Under Strange Suns
- first edition
- Author: Ken Lizzi
- Cover artist: Brad Fraunfelter
- Language: English
- Genre: Science fiction
- Publisher: Twilight Times Books
- Publication date: 2015
- Publication place: United States
- Media type: Print (paperback), ebook
- Pages: 298
- ISBN: 978-1-60619-344-0

= Under Strange Suns =

Science fiction novel by Ken Lizzi

Under Strange Suns is a science fiction novel written by American author Ken Lizzi, published in trade paperback and ebook by Twilight Times Books in December 2015.

==Plot summary==
Retiring Special Forces soldier Aidan Carson is enlisted by Brooklynn Vance, niece of the lost inventor of the faster than light drive, to help find her uncle. Hence he finds himself leaving chaos-plagued Earth, beset by terrorist attacks and religious warfare, for an interstellar voyage of rescue and exploration on the starship Yuscehnkov. He finds space travel dangerous, and war a constant, even on alien worlds. Soon he is once again at war, this time to defend an alien race.

==Reception==
Steve Perry writes "Ken Lizzi's new novel blasts off in an action-packed flight to worlds far away, in a cross between John Carter and Star Trek, with just a dab of Starship Troopers tossed in. And it's swords and guns and aliens, oh, my ... What's not to like?"

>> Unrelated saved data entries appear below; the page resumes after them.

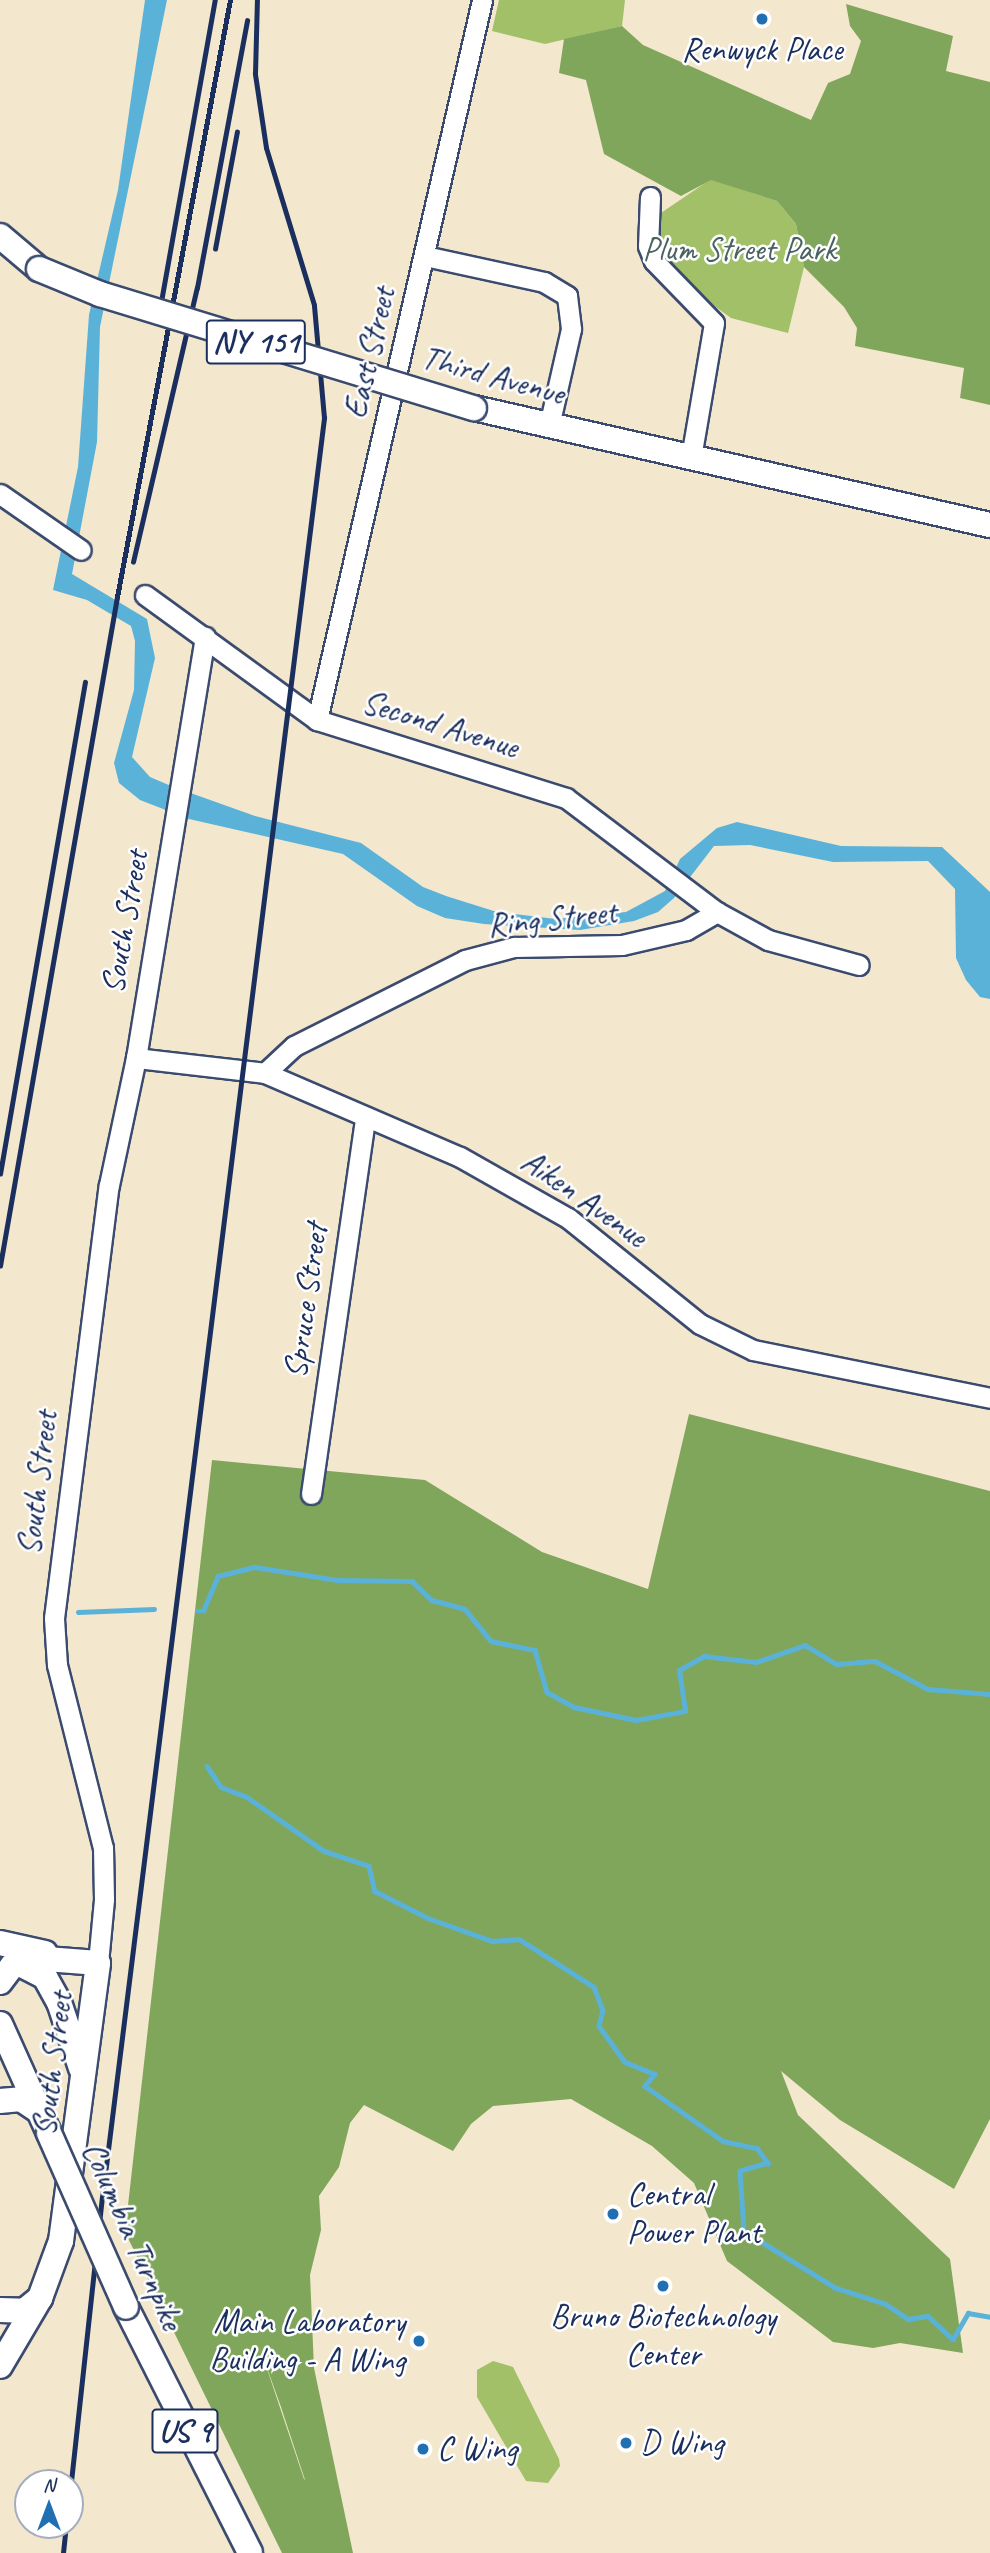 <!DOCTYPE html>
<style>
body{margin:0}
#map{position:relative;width:990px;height:2553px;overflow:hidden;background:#f3e7ce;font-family:Caveat,sans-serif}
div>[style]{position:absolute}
.green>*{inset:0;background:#a1c068}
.forest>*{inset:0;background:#80a65c}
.water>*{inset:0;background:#5bb2d8}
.stream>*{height:4.5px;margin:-2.25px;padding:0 2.25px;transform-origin:2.25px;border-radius:2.25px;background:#5bb2d8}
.roads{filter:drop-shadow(2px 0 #3b4b6f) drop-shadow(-2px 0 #3b4b6f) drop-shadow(0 2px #3b4b6f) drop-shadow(0 -2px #3b4b6f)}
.minor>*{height:19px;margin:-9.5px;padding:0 9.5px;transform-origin:9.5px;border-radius:9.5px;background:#fff}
.major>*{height:24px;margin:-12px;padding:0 12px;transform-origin:12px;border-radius:12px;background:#fff}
.rail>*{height:4.5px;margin:-2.25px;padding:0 2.25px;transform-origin:2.25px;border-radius:2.25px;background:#1b2f5e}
.bridges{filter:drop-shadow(2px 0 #3b4b6f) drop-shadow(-2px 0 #3b4b6f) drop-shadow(0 2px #3b4b6f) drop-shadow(0 -2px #3b4b6f)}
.major-bridge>*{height:24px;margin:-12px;padding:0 12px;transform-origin:12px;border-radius:12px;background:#fff}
.dots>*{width:19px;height:19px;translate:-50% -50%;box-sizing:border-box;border:4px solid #fff;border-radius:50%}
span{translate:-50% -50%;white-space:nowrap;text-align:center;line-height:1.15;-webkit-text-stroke:5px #fff;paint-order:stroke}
.shield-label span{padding:2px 5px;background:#fff;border:2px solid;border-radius:5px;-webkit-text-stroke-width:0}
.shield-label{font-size:32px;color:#1b2f5e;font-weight:700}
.poi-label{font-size:33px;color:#1b2f5e}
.left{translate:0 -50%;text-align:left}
.right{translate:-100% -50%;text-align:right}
.park-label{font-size:33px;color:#4a6262}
.street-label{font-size:33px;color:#1b2f5e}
.north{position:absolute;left:14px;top:2469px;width:70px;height:70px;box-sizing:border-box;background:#fff;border:2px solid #a4acbf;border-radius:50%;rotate:0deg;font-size:19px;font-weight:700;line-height:28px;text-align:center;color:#1b2f5e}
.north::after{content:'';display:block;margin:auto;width:24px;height:32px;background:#1f6fb2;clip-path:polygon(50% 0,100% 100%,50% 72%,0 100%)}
</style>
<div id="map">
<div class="green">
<div style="clip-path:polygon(499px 0,625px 0,622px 26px,545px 44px,492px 31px)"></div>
<div style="clip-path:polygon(711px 179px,777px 201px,796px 224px,804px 267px,788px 333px,731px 318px,677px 279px,653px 243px,655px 217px)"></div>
<div style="clip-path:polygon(493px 2361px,513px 2367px,559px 2459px,560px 2466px,548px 2483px,526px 2481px,477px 2397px,477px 2370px)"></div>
</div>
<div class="forest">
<div style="clip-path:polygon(846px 4px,953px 36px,946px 71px,990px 82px,990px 405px,960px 398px,964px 368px,855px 346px,857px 328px,844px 307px,804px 267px,796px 224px,777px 201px,711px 180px,681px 196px,604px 154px,586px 80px,559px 73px,564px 39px,622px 26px,643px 45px,811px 120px,828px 83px,850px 74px,861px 41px,850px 26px)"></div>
<div style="clip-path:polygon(evenodd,689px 1414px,990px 1491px,990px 2119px,954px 2189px,840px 2120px,781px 2071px,798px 2115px,950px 2259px,963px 2353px,900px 2343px,873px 2348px,833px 2342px,727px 2261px,694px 2183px,652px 2146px,571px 2099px,493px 2106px,471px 2124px,453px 2151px,364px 2105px,350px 2123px,339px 2167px,319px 2196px,321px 2230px,310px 2275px,314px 2368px,353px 2553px,282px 2553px,125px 2232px,212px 1460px,425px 1480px,542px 1552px,648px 1589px,689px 1414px,262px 2354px,281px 2407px,305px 2480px,304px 2479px,262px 2354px)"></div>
</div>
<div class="water">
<div style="clip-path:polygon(145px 0,167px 0,100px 327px,97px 442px,72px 574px,147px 619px,155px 658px,132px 757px,150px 777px,171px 786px,255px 816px,361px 843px,423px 887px,446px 896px,497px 912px,556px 919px,626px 912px,665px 891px,680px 859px,717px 828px,737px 822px,841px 846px,942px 847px,990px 892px,990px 999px,980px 997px,966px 980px,956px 958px,955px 889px,928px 861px,833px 862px,750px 845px,714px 846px,674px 898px,658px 912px,634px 921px,580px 930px,484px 924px,445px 918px,417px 906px,343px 854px,189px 819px,140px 800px,119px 783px,114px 763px,134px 690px,135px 641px,131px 626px,87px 600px,53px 590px,78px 467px,89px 315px,118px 190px)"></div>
</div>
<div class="stream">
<div style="left:197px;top:1611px;width:6px"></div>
<div style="left:203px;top:1611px;width:38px;rotate:-67deg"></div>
<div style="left:218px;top:1576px;width:38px;rotate:-14deg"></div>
<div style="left:255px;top:1567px;width:83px;rotate:9deg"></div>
<div style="left:337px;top:1580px;width:75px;rotate:0.8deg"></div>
<div style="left:412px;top:1581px;width:28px;rotate:44deg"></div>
<div style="left:432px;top:1600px;width:34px;rotate:15deg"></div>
<div style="left:465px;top:1609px;width:41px;rotate:50.9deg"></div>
<div style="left:491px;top:1641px;width:45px;rotate:11.6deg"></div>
<div style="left:535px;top:1650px;width:44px;rotate:74.1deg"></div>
<div style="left:547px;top:1692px;width:31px;rotate:29deg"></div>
<div style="left:574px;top:1707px;width:63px;rotate:11.8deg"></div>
<div style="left:636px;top:1720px;width:50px;rotate:-10.4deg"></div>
<div style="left:685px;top:1711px;width:41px;rotate:-98.3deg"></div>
<div style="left:679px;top:1670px;width:29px;rotate:-29deg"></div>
<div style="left:704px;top:1656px;width:52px;rotate:6.6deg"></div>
<div style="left:756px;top:1662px;width:52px;rotate:-19.1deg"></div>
<div style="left:805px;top:1645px;width:37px;rotate:31deg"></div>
<div style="left:837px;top:1664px;width:38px;rotate:-5deg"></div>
<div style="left:875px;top:1661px;width:60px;rotate:27.8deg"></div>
<div style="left:928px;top:1689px;width:62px;rotate:4.6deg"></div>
<div style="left:78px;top:1612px;width:76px;rotate:-2.3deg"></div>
<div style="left:207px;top:1766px;width:25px;rotate:56deg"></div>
<div style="left:221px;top:1787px;width:28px;rotate:21deg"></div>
<div style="left:247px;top:1797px;width:94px;rotate:35deg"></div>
<div style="left:324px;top:1851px;width:47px;rotate:18.4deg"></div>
<div style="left:369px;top:1866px;width:26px;rotate:77deg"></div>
<div style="left:375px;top:1891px;width:59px;rotate:27deg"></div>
<div style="left:428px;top:1918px;width:68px;rotate:19.8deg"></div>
<div style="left:492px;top:1941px;width:27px;rotate:-4deg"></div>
<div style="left:519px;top:1939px;width:89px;rotate:32.6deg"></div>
<div style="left:594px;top:1987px;width:25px;rotate:69deg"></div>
<div style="left:603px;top:2010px;width:16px;rotate:104deg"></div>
<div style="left:599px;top:2026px;width:44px;rotate:54.2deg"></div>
<div style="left:625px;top:2062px;width:32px;rotate:22deg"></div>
<div style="left:655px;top:2074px;width:16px;rotate:130deg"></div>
<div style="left:645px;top:2086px;width:95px;rotate:35.2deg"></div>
<div style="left:723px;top:2141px;width:35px;rotate:12deg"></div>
<div style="left:757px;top:2148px;width:19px;rotate:54deg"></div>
<div style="left:768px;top:2163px;width:29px;rotate:164deg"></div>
<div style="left:740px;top:2171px;width:60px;rotate:86.2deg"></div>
<div style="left:744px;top:2231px;width:108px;rotate:31.8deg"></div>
<div style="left:836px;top:2288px;width:52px;rotate:17.7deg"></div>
<div style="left:886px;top:2304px;width:27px;rotate:34deg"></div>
<div style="left:908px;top:2319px;width:20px;rotate:-9deg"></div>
<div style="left:928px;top:2316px;width:34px;rotate:43deg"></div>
<div style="left:953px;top:2339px;width:30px;rotate:-60deg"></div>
<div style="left:968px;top:2313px;width:22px;rotate:10deg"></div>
</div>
<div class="roads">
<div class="minor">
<div style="left:650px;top:197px;width:49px;rotate:92.3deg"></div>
<div style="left:648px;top:246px;width:16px;rotate:68deg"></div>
<div style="left:654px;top:261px;width:86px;rotate:45.9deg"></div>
<div style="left:714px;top:323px;width:137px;rotate:99.7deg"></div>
<div style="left:425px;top:256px;width:122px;rotate:12.3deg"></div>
<div style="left:544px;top:282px;width:27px;rotate:31deg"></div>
<div style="left:567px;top:296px;width:33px;rotate:83deg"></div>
<div style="left:571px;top:329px;width:99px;rotate:102.8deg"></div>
<div style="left:0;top:494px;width:98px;rotate:34.7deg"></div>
<div style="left:145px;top:595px;width:213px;rotate:36deg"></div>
<div style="left:317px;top:720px;width:261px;rotate:17.4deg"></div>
<div style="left:566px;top:798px;width:189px;rotate:37.1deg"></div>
<div style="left:317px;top:720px;width:739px;rotate:-77.09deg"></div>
<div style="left:136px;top:1058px;width:130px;rotate:6.6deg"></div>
<div style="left:265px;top:1073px;width:212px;rotate:23.3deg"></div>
<div style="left:460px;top:1157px;width:124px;rotate:29.5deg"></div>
<div style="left:568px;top:1218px;width:169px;rotate:38.8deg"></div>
<div style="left:700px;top:1324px;width:59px;rotate:26.1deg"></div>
<div style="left:753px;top:1350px;width:242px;rotate:11.4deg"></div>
<div style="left:265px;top:1073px;width:40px;rotate:-43deg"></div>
<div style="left:294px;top:1046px;width:191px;rotate:-26.7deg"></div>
<div style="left:465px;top:960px;width:51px;rotate:-14.9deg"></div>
<div style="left:514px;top:947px;width:108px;rotate:-1.1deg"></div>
<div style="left:622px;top:945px;width:66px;rotate:-13.2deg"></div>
<div style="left:686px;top:930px;width:36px;rotate:-30deg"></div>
<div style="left:717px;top:912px;width:58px;rotate:28.8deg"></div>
<div style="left:768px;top:940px;width:94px;rotate:15.4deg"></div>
<div style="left:311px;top:1494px;width:381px;rotate:-81.8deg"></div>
<div style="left:98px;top:1963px;width:64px;rotate:-84.6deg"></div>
<div style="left:104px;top:1899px;width:51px;rotate:-91.1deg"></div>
<div style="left:103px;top:1848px;width:189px;rotate:-104.1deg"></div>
<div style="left:57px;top:1665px;width:47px;rotate:-93.7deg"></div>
<div style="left:54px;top:1618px;width:436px;rotate:-82.8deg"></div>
<div style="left:109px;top:1185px;width:130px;rotate:-78deg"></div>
<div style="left:136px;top:1058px;width:427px;rotate:-80.7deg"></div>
</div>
<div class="major">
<div style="left:0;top:236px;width:51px;rotate:40.2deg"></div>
<div style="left:474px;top:408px;width:529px;rotate:12.78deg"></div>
<div style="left:0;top:1943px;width:46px;rotate:12.5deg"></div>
<div style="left:0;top:1982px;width:20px;rotate:-53deg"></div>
<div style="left:12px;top:1966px;width:8px;rotate:-14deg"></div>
<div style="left:20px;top:1964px;width:28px;rotate:27deg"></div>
<div style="left:45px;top:1977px;width:29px;rotate:61deg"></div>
<div style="left:59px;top:2002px;width:70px;rotate:71.6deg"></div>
<div style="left:0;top:2024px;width:120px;rotate:65.8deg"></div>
<div style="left:0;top:2101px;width:21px;rotate:-5deg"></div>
<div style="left:21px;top:2099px;width:23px;rotate:34deg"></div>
<div style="left:126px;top:2307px;width:275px;rotate:63.2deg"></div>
<div style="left:0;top:2310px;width:24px;rotate:2deg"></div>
<div style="left:24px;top:2311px;width:21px;rotate:-39deg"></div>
<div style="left:0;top:2366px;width:79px;rotate:-59.5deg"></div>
<div style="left:40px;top:2298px;width:61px;rotate:-69.8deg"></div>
<div style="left:61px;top:2241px;width:280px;rotate:-82.4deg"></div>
<div style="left:98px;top:1963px;width:65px;rotate:-175.6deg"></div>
<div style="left:33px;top:1958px;width:22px;rotate:159deg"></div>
</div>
</div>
<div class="rail">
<div style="left:215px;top:249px;width:119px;rotate:-79.4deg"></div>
<div style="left:159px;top:313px;width:318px;rotate:-79.9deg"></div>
<div style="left:133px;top:562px;width:281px;rotate:-76.9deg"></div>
<div style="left:197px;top:288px;width:272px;rotate:-79.4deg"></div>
<div style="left:0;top:1174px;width:499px;rotate:-80.2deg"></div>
<div style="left:0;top:1266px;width:679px;rotate:-80.08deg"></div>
<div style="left:117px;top:597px;width:608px;rotate:-79.28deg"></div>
<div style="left:70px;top:2491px;width:295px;rotate:-83.8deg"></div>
<div style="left:102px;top:2198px;width:1794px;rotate:-82.89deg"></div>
<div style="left:324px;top:418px;width:113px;rotate:-95.1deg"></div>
<div style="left:314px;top:305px;width:164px;rotate:-107deg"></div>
<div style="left:266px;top:148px;width:75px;rotate:-98.5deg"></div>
<div style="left:255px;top:74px;width:74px;rotate:-88.5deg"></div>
<div style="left:63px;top:2553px;width:28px;rotate:-84deg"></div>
</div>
<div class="bridges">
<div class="major-bridge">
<div style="left:39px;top:269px;width:66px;rotate:22.3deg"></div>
<div style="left:100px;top:294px;width:391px;rotate:17deg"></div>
<div style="left:49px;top:2133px;width:190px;rotate:66.1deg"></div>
</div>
</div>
<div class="dots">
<div style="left:762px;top:19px;background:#1f6fb2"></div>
<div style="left:613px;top:2214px;background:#1f6fb2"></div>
<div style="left:663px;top:2286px;background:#1f6fb2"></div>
<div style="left:419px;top:2341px;background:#1f6fb2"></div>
<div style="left:626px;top:2443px;background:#1f6fb2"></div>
<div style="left:423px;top:2449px;background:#1f6fb2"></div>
</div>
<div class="shield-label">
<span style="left:256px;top:342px">NY 151</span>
<span style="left:185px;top:2431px">US 9</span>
</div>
<div class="poi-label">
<span style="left:762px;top:50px">Renwyck Place</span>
<span class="left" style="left:627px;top:2214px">Central<br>Power Plant</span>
<span style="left:663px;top:2336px">Bruno Biotechnology<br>Center</span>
<span class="right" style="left:405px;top:2341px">Main Laboratory<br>Building - A Wing</span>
<span class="left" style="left:640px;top:2443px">D Wing</span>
<span class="left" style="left:437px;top:2449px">C Wing</span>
</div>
<div class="park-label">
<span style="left:739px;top:250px">Plum Street Park</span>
</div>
<div class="street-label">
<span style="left:370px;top:353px;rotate:-77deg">East Street</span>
<span style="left:493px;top:376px;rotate:15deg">Third Avenue</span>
<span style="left:440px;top:725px;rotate:17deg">Second Avenue</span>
<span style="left:552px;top:919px;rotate:-6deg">Ring Street</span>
<span style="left:125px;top:922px;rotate:-80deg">South Street</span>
<span style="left:584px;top:1199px;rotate:35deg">Aiken Avenue</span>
<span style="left:306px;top:1301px;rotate:-82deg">Spruce Street</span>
<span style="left:38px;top:1483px;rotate:-83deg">South Street</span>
<span style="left:53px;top:2064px;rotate:-83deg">South Street</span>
<span style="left:132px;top:2236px;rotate:66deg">Columbia Turnpike</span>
</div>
<div class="north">N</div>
</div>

Publishers Weekly calls the novel "[b]rilliant in some ways, broken in others," finding it has "some strong points but significant flaws," with "a great pulp-like feel to the exploration, theoretical technology, and desperate battles, but generic characters and bloated sentences [which] weigh the story down," noting that "Lizzi keeps all of the female characters on the sidelines, while male humans and aliens pay key roles." The reviewer feels the story "[t]read[s] dangerously close to Islamophobia in early scenes, ... recovers by moving ... off Earth, only to stumble once more by creating an alien theocracy that hews too close to fearmongering portrayals of Islam." Summing up, "this work suggests that Lizzi is a writer to watch--but not necessarily one to read just yet."